The average price of a property that is situated near to a high performing secondary school is now a little over £400,000. This compares to £293,824 for the rest of the country and represents a 36% premium.
House prices rose by an average of 35% within the catchment areas of the best 30 schools over the past five years, which is 15% higher than the national average across England.
Andrew Mason, Lloyds Bank mortgages director, says: “Providing their children with a good education is a priority for most parents and is often on the list of key considerations for families looking to decide where to live.”
House prices near The Latymer School in Enfield, North London, which is ranked 13th out of the top 30 schools, have experienced the highest growth over five years, up by 59% to £320,684.
Outside of London, properties near the Southend High School for Girls in Essex - ranked 23rd - saw the greatest increase in value rising by 50% to £251,461.
The good news is there are still some areas where it is possible to buy a house close to an excellent school without paying a premium.
Out of the top 30 schools, 11 are located in areas where house prices are under the English average, according to the research,
Properties close to the High School for Girls in Gloucestershire, ranked 19th, had an average price of £129,982. This is 44% below the county average. Meanwhile, homes near to King Edward VI Handsworth School in the West Midlands, ranked sixth, cost £86,953 on average.

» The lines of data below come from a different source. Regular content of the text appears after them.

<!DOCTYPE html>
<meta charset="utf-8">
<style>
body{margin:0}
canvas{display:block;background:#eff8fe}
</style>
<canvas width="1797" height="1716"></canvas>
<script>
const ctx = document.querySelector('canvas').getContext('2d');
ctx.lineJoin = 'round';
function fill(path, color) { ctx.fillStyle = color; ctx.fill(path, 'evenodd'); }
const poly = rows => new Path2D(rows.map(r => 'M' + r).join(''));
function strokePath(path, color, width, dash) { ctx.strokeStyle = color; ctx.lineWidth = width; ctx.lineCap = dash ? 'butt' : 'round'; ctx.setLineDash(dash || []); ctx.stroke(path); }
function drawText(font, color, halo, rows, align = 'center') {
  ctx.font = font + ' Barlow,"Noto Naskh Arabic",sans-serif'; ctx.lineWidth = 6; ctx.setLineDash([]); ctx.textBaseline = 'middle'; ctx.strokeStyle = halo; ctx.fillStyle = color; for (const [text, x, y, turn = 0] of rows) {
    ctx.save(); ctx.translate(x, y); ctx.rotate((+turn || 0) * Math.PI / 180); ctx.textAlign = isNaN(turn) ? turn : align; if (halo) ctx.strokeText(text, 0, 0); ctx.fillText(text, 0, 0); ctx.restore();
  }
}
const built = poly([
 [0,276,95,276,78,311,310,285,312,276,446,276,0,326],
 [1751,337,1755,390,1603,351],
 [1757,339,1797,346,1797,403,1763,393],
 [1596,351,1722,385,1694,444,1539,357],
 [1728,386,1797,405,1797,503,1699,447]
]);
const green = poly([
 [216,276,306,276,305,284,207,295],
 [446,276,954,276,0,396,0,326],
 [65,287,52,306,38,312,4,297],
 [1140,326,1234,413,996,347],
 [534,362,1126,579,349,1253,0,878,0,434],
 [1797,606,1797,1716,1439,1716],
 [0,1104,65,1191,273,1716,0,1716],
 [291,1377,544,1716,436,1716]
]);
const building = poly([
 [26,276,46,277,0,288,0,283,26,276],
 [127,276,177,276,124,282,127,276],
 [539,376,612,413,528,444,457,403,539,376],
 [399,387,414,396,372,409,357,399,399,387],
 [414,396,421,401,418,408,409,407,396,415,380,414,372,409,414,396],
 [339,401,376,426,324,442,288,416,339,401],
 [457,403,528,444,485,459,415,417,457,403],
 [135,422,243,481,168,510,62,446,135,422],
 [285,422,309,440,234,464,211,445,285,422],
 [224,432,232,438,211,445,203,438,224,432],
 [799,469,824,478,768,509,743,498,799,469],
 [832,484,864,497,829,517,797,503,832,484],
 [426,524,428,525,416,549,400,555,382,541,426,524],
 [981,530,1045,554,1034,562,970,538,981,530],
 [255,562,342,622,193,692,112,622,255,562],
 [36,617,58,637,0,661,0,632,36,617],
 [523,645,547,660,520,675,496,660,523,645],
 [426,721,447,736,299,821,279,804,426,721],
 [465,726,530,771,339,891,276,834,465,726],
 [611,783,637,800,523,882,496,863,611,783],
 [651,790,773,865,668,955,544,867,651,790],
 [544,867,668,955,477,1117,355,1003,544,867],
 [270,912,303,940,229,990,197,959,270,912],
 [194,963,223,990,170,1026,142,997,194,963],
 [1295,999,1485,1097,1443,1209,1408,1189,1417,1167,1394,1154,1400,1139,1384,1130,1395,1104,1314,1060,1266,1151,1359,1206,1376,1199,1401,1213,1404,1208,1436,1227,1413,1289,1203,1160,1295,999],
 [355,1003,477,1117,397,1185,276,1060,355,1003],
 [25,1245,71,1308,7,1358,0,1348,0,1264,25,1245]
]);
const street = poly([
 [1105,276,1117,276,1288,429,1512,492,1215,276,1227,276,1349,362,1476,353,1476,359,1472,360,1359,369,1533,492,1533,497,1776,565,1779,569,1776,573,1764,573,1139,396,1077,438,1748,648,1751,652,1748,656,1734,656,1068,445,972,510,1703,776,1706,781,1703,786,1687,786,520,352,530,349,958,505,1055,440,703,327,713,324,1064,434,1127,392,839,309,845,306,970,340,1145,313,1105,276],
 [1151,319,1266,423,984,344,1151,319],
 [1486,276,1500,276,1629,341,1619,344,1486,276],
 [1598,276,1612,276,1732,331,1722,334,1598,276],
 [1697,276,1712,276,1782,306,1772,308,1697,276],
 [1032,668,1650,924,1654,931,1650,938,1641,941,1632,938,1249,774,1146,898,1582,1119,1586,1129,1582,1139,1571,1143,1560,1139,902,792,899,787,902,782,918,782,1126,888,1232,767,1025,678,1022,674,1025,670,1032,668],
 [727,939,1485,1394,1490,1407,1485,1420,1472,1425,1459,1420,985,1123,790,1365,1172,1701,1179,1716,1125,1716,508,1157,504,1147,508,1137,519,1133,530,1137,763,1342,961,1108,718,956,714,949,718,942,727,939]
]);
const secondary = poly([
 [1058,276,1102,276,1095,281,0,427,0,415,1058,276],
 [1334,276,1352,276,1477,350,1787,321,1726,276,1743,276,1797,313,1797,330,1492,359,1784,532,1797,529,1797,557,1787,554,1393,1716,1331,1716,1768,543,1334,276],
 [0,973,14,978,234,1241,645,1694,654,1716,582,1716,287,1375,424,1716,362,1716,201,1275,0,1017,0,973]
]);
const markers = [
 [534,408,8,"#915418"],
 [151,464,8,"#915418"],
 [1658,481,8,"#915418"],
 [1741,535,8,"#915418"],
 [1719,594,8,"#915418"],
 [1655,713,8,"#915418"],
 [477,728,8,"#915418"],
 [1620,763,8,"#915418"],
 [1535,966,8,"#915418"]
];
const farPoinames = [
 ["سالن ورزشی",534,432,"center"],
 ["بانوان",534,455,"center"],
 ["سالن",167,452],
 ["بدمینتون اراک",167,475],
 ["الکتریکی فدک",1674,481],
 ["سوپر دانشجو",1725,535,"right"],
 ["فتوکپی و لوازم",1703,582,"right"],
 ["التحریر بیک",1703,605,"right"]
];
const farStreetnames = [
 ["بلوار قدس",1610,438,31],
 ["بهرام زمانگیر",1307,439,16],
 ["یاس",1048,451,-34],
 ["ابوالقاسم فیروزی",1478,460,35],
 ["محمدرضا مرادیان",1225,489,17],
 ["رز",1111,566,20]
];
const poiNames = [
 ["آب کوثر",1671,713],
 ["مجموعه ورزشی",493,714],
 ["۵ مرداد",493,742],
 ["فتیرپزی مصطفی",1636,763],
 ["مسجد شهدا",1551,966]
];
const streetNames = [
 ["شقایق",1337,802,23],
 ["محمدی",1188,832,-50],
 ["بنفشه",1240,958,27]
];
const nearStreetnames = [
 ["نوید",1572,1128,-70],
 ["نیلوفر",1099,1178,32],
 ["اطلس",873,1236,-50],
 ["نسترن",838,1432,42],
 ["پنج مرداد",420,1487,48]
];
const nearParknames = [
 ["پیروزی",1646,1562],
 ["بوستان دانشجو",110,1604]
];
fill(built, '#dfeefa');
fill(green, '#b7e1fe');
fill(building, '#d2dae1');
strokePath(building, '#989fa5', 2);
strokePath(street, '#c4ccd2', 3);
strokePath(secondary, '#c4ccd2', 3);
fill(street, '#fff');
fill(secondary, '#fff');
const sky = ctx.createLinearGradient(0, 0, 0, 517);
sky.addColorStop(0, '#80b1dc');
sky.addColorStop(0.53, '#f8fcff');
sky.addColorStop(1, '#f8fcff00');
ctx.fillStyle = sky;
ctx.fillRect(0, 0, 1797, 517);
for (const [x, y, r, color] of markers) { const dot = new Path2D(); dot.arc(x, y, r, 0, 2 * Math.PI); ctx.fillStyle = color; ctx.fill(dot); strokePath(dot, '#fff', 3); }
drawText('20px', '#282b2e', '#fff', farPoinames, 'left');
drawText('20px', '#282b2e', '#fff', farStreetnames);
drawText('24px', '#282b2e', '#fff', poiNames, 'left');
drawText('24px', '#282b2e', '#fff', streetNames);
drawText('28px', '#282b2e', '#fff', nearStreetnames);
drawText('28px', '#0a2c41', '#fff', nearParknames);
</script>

This is 42% below the county average.
Mr Mason adds: “While there is most definitely a premium attached to some neighbourhoods surrounding the best state schools across the country, there are also many that come in under the county average, particularly outside of London and the South East - where homes remain more affordable versus average earnings.”
The school rankings are based on 2017 GCSE performance data from the Department for Education (DfE) and include grammar schools which require an entrance exam.